Mengisi Kolom Agama Dengan Keterangan Penghayat Kepercayaan Lebih Baik Dari Pada Menipu
Hal itu bisa diterapkan dengan menganut salah satu dari enam agama yang diakui negara, atau menganut kepercayaan
Editor: Hendra Gunawan
Laopran Wartawan Tribunnews.com, Nurmulia Rekso Purnomo
TRIBUNNEWS.COM, JAKARTA --- Bagi seorang penghayat kepercayaan, menurut Ketua Mahkamah Konstitusi (MK) Arief Hidayat, mengisi kolom agama di KTP dengan keterangan dengan informasi yang sebenarnya, jauh lebih baik jika sang panghayat harus mengisinya dengan salah satu dari enam agama yang diakui negara.
Kepada wartawan di Universtias Indonesia (UI), Depok, Jawa Barat, Senin (13/11/2017), Arief Hidayat menyebut dengan dasar seperti itu lembaga yang ia pimpin menyetujui gugatan uji materi terhadap uji materi pasal 61 ayat 1 dan pasal 64 ayat 1 UU Administrasi, dengan menyatakan penghayat kepercayaan juga berhak mencantumkan identitas mereka di KTP.
"Misalnya penganut kepercayaan, supaya memperoleh hak politik dicatat di KTP, saya bilang Islam, apa gak mulai kayak gitu aja nipu, itu kan penipuan, pembohongan publik," katanya.
Mengenai bagaimana penerapannya di lapangan, apa yang harus diakomodasi oleh Kementerian Dalam Negeri (Kemendagri) dan Kementerian Agama terkait hal tersebut, Ketua MK menyerahkan hal tersebut ke masing-masing pejabat yang berwenang.
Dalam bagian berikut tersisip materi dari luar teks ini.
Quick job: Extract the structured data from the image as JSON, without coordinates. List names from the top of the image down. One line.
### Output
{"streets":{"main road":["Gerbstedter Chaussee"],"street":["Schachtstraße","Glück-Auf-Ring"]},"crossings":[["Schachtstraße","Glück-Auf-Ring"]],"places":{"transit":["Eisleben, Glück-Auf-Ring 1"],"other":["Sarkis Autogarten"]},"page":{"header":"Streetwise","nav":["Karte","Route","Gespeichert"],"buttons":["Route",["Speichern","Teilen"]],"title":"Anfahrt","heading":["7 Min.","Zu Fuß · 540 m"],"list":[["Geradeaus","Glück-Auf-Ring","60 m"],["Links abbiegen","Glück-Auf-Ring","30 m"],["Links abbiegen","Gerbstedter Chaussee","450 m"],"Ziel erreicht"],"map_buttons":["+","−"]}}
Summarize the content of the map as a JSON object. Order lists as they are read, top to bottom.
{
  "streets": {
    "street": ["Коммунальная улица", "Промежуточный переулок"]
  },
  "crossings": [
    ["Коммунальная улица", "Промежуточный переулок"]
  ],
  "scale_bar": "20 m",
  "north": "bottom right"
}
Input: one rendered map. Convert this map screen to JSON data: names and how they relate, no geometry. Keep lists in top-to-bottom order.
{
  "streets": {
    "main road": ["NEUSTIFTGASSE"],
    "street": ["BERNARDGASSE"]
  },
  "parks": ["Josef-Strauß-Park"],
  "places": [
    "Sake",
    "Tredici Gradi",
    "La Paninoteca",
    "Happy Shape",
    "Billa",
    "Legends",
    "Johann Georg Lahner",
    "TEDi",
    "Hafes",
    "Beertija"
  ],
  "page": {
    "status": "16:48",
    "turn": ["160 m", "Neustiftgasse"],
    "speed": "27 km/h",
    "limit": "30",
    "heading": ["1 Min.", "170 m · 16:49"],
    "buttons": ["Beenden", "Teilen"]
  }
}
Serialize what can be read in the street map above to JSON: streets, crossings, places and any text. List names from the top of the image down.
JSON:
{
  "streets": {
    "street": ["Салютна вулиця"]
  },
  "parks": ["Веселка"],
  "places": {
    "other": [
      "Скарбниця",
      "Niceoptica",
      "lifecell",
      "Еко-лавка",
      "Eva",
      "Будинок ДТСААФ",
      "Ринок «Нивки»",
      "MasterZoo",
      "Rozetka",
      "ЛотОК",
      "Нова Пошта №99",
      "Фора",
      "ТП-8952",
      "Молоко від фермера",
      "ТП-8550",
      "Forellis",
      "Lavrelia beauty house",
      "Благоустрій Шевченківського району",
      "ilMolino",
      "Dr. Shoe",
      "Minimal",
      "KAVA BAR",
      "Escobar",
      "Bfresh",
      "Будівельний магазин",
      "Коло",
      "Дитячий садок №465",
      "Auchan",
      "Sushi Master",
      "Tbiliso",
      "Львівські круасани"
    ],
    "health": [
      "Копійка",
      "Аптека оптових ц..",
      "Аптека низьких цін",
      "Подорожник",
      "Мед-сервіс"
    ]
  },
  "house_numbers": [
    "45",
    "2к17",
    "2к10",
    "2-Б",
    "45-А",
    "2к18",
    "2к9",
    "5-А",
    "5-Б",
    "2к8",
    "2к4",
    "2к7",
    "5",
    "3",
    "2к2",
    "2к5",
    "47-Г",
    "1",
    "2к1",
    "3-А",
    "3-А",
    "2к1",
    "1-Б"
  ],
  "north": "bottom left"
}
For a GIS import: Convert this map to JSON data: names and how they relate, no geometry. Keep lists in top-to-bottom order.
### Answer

Ia mengatakan, MK hanya berkepentingan mengakomodir hak para penghayat, untuk mencantumkan identitas mereka.
"Kita prinsip dalam putusan kemarin, kita tidak mau membentuk agama baru, tapi kita harus mengakui bahwa di Indonesia ini ada kepercayaan dan keyakinan," katanya.
Konstitusi mengharuskan rakyat Indonesia mempercayai Tuhan Yang Maha Esa. Hal itu bisa diterapkan dengan menganut salah satu dari enam agama yang diakui negara, atau menganut kepercayaan yang pada prinsipnya juga percaya nilai-nilai Ketuhanan Yang Maha Esa.